Home for the homeless

A Christian Science perspective.

One of the most poignant moments in the 2006 movie "Pursuit of Happyness" is when Chris Gardner, played by Will Smith, has been reduced to taking shelter in a public men's room while caring for his young son. He feels desperate, ashamed, and in anguish over it. Then his son looks up at him and says, "You're a good daddy."

Based on a true story, this is an example of the challenges people around the US and other countries are facing when they lose their jobs and their homes. Clearly, compassion and kindness are a good response when someone we know has this trouble. But our prayer, enriching our hearts with spiritual answers, can do even more for them. It can provide a spiritual perspective that's useful to us, too.

Describing his own experience, Jesus once said, "Foxes have holes, and birds of the air have nests; but the Son of man hath not where to lay his head" (Luke 9:58).

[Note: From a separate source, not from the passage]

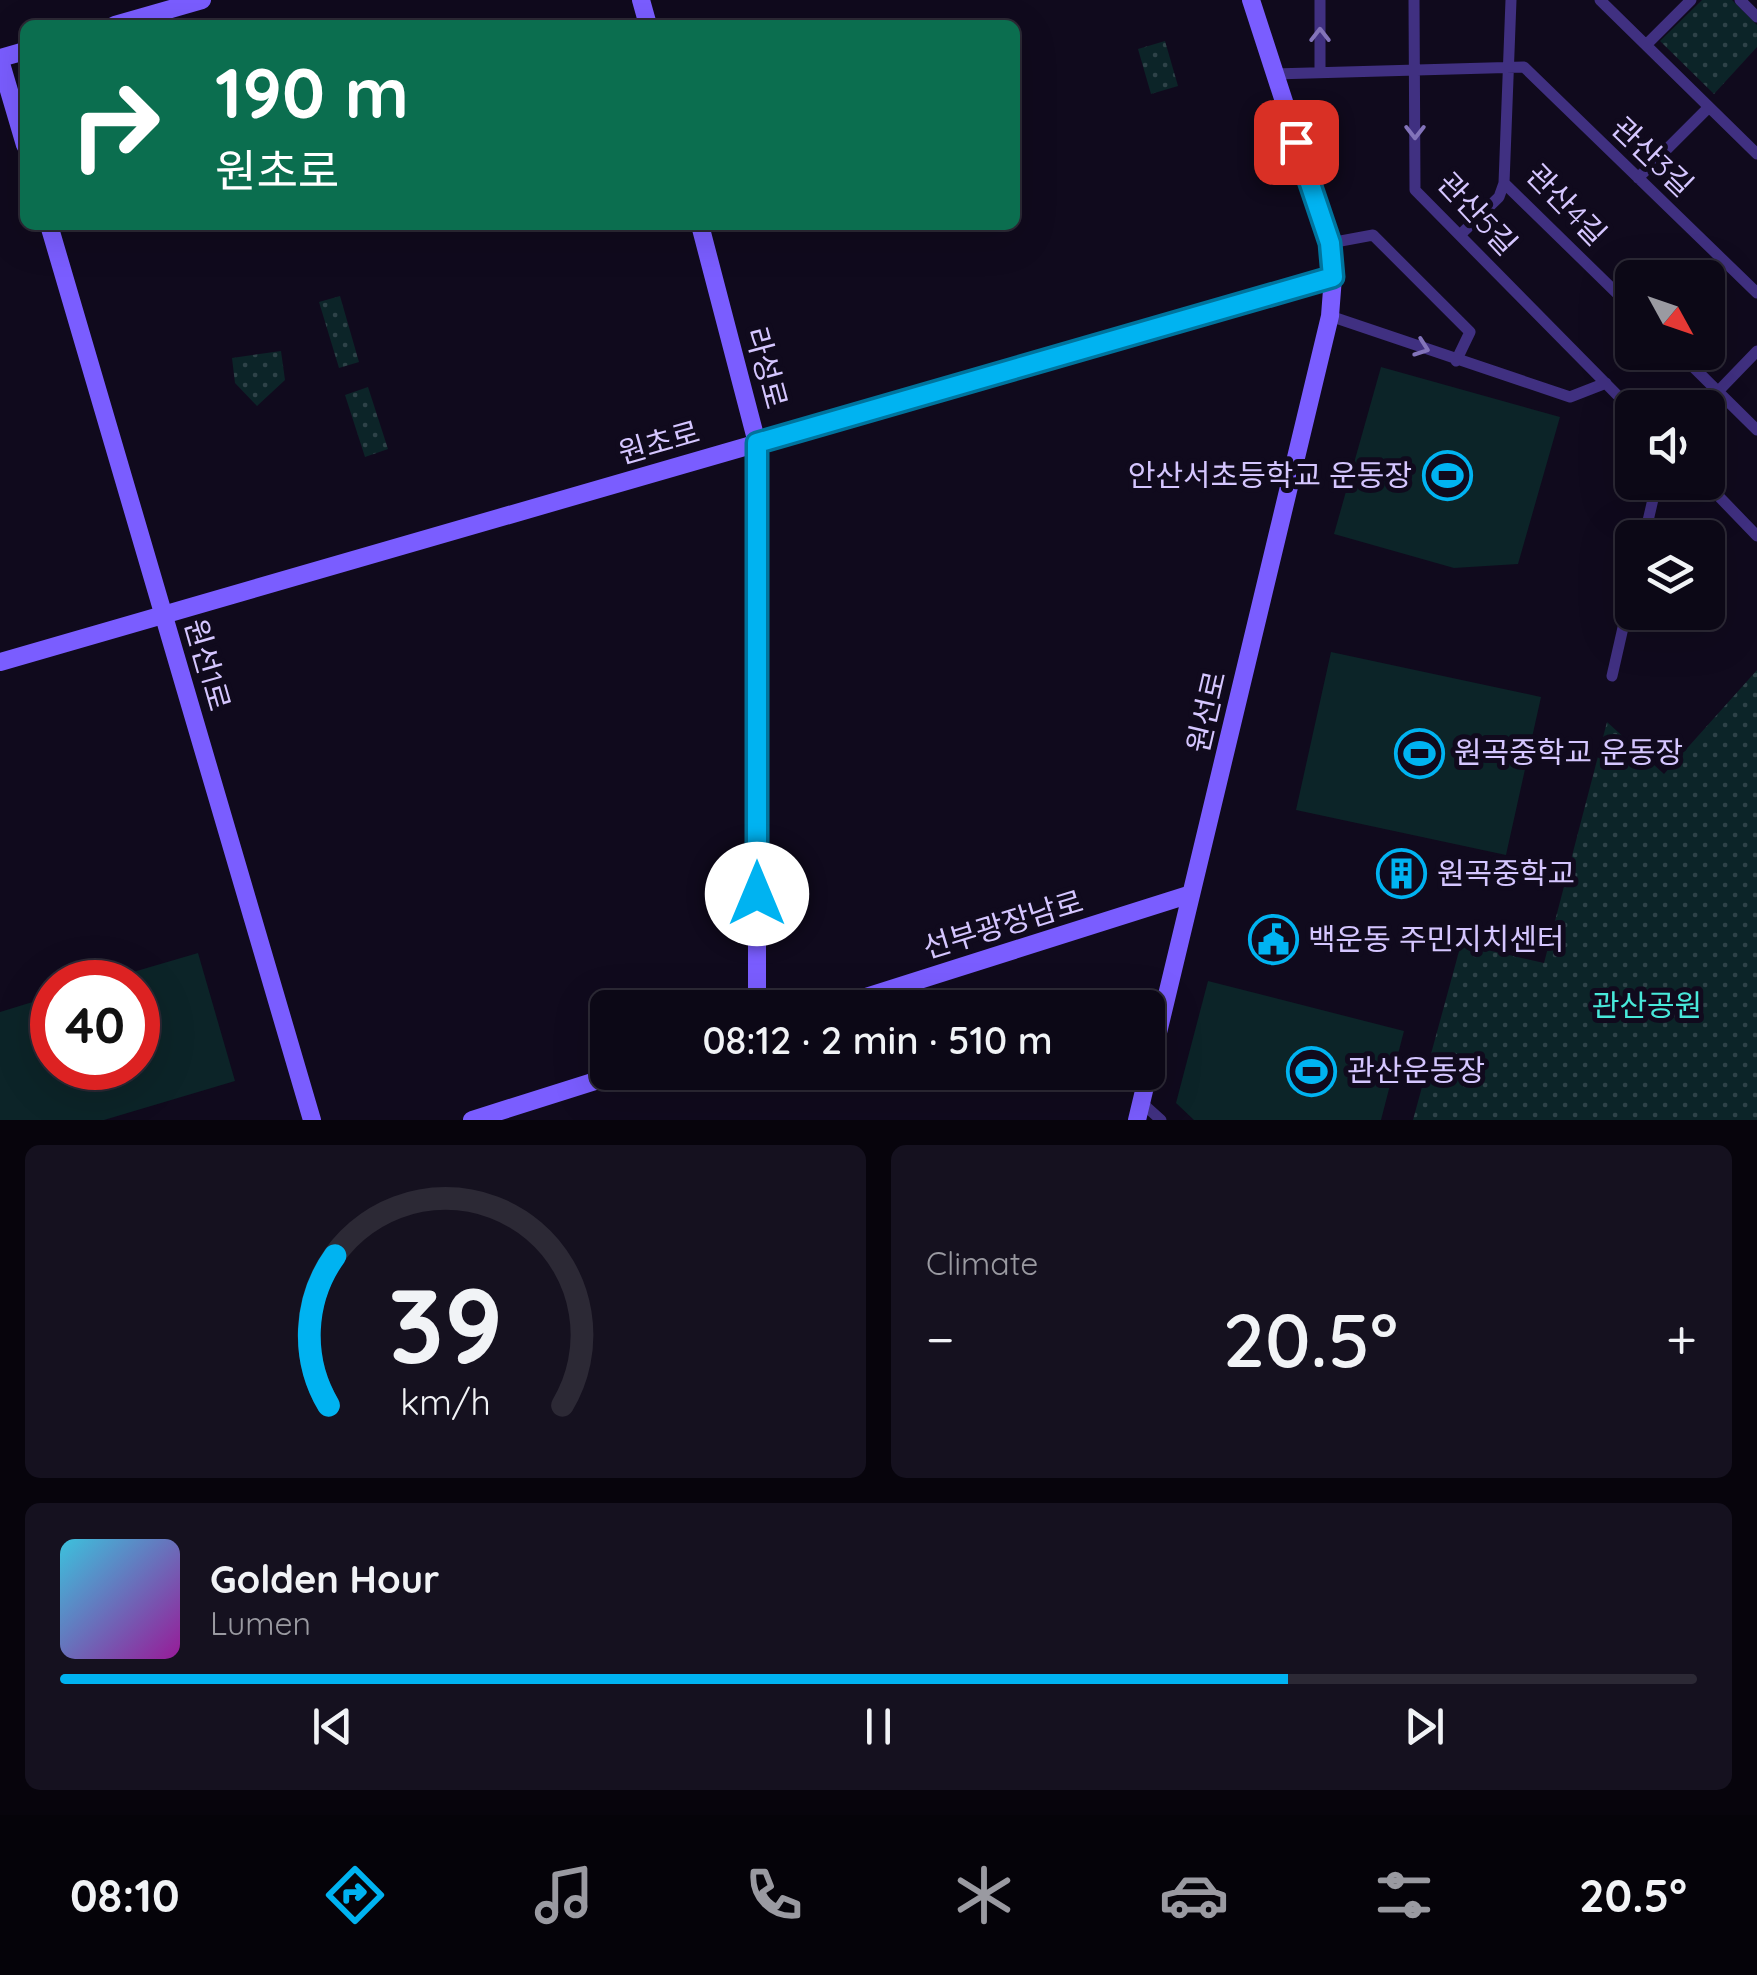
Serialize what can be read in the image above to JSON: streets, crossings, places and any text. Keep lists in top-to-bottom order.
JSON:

Yet there's no record that Jesus ever lacked a place to stay when he needed it.

One reason for this could be that Jesus understood home as a spiritual reality. This is possible for us also. One way to begin is with the recognition that home is wherever our Father-Mother God is caring for us – and that is everywhere. The loss of a house can seem a bleak and terrifying prospect. But right there and then, divine Love's tender sheltering care is present to meet the need for a place to live.

The Discoverer of Christian Science, Mary Baker Eddy , was no stranger to hardship, and when she was gaining her first glimpses of this Science, she was often homeless. From 1860, when she was evicted from a house in North Groton, N.H., because of foreclosure, until she established a home for herself and a few students of Christian Science in May 1870, she moved over 20 times. The day of her eviction she wrote,

Father didst not thou the dark wave treading,
Lift from despair the struggler with the sea?
And seest thou not the scalding tears I'm shedding,
And knowest Thou not my pain and agony?"

(quoted in Robert Peel, "Mary Baker Eddy – The Years of Discovery," page 140).

She had little money or income, and sometimes friends or students took her in. She also lived in boarding houses, teaching Christian Science and helping out in exchange for room and board. As biographer Robert Peel wrote, "All her life a home of her own was a matter of deepest importance to Mrs. Eddy, and one of her greatest hardships was the fact that so much of her existence had to be lived in other people's houses. In Science and Health [with Key to the Scriptures] she would write, 'Home is the dearest spot on earth, and it should be the centre, though not the boundary, of the affections' [p. 58]" ("Years of Discovery," page 140).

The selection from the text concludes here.